I have DuckDuckGo set as my default search engine, so I just search for "ip" and Bob's your uncle

Is it malicious code hosted on the website? Or are they saying that visiting that site is an indicator of compromise because they've malware commonly visiting that site?

Looks like the domain registration expired, according to https://lookup.icann.org/en/lookup

Fortinet marked the website as "malicious", but it doesn't seem to give an explanation as to why it's been given that classification (looked up here: https://www.fortiguard.com/webfilter)

Kasperky wanted an account (and possibly a subscription) to look up the website and I'm not going to give them any of my information so I'm not sure if they gave an explanation as to why the website is flagged.

Visiting https://thisismyip.com/as of now just redirects to a Namecheap landing page so I doubt there's any actual malware on the website. I think Fortinet and Kaspersky preemptively marked it for when a malicious actor picks up the name and starts hosting actual viruses.

Hosted on the website.

I always use check.torproject.org. If I'm not on Tor, it gives me my IP, if I am on Tor it verifies that. Good for both.

There's also https://ip4.me/,nice and simple ipv4 test.

(it also does other IP lookups via https://ip6.me/,https://ip6only.me/, https://whatismyv6.com/)

https://www.ipchicken.com/

It's a good old service, but unfortunately it's so old that it doesn't support IPv6 connections

I just checked with curl and it showed me my IPv6 IP

icanhaz tools:

https://canhazip.com/
https://github.com/major/icanhaz?tab=readme-ov-file
Browserleaks
https://browserleaks.com/ip

https://icanhazip.com/

#!/usr/bin/sh  
dig -4 +short @resolver2.opendns.com myip.opendns.com

#!/usr/bin/pwsh  
Resolve-DnsName -Server resolver2.opendns.com -Name myip.opendns.com -Type A | % { echo $_.IPAddress }

There should be an IPv6 resolver, but I don't remember and am currently unable to test.
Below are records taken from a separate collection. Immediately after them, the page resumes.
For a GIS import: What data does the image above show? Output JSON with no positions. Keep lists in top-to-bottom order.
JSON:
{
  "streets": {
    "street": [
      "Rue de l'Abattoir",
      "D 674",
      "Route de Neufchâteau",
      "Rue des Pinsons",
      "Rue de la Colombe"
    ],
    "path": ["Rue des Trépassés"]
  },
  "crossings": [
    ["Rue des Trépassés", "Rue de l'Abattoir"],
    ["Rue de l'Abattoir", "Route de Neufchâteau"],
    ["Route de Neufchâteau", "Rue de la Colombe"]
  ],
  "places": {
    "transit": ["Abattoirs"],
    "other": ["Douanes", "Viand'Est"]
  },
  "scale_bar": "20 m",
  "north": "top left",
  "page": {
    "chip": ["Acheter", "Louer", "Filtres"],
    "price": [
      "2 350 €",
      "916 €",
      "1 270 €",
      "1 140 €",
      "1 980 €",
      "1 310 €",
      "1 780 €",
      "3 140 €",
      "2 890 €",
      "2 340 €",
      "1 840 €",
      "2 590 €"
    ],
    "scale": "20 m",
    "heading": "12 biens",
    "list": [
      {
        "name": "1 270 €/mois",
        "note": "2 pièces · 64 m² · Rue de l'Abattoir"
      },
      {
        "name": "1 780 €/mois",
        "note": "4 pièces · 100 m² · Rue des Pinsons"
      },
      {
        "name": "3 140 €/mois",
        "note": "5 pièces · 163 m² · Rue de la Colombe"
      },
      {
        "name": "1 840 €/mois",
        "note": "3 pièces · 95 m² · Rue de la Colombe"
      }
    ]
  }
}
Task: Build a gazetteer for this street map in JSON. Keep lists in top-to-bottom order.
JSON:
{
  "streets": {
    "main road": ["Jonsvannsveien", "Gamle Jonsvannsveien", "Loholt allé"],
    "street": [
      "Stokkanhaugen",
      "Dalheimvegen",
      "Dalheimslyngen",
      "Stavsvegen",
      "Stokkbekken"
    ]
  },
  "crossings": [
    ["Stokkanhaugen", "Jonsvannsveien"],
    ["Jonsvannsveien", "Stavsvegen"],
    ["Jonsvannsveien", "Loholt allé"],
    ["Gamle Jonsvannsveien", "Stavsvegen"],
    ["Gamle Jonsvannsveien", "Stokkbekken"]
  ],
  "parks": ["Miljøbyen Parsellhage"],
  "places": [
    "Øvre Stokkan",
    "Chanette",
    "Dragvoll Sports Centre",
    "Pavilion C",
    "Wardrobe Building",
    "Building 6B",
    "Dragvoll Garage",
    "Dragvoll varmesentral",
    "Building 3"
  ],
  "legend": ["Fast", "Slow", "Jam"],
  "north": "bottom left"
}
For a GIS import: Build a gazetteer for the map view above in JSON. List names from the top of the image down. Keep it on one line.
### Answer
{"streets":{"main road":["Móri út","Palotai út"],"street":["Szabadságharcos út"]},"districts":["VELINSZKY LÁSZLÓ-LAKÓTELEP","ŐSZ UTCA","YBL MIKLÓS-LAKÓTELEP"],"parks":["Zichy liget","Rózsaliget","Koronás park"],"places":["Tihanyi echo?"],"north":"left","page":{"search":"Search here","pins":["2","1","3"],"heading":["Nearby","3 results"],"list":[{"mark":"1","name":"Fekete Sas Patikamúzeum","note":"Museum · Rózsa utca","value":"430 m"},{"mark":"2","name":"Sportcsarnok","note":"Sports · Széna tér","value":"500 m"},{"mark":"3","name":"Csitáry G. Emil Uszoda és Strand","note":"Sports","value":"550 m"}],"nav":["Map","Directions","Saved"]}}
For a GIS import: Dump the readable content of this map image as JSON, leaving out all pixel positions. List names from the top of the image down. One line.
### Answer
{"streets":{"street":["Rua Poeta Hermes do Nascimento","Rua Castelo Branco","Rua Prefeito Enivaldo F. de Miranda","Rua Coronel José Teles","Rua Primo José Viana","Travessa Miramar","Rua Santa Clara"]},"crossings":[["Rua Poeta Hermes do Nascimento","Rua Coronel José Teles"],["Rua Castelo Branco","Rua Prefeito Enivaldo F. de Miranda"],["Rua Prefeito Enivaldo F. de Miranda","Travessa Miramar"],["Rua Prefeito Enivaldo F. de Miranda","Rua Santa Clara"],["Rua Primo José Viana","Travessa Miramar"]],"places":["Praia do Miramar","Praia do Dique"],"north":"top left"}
My PowerShell skills are also effectively non-existent.

A simpler and easy to memorize alternative:

curl ifconfig.me

That still relies on an external website, whereas dig uses just DNS

I saw it used in another comment, and am already aware of the use of curl for such a task, but choose to query DNS services instead—especially in scripts.

but choose to query DNS services instead—especially in scripts.

Why? What advantages do you get?

In order to connect to a site like wtfismyip.com you have to do a dns query for the IP address of the server, then query the http port on that IP address, but what if instead, that first dns query gave the answer to your question?

I worry less about the service breaking, changing, or otherwise disappearing, over a random website.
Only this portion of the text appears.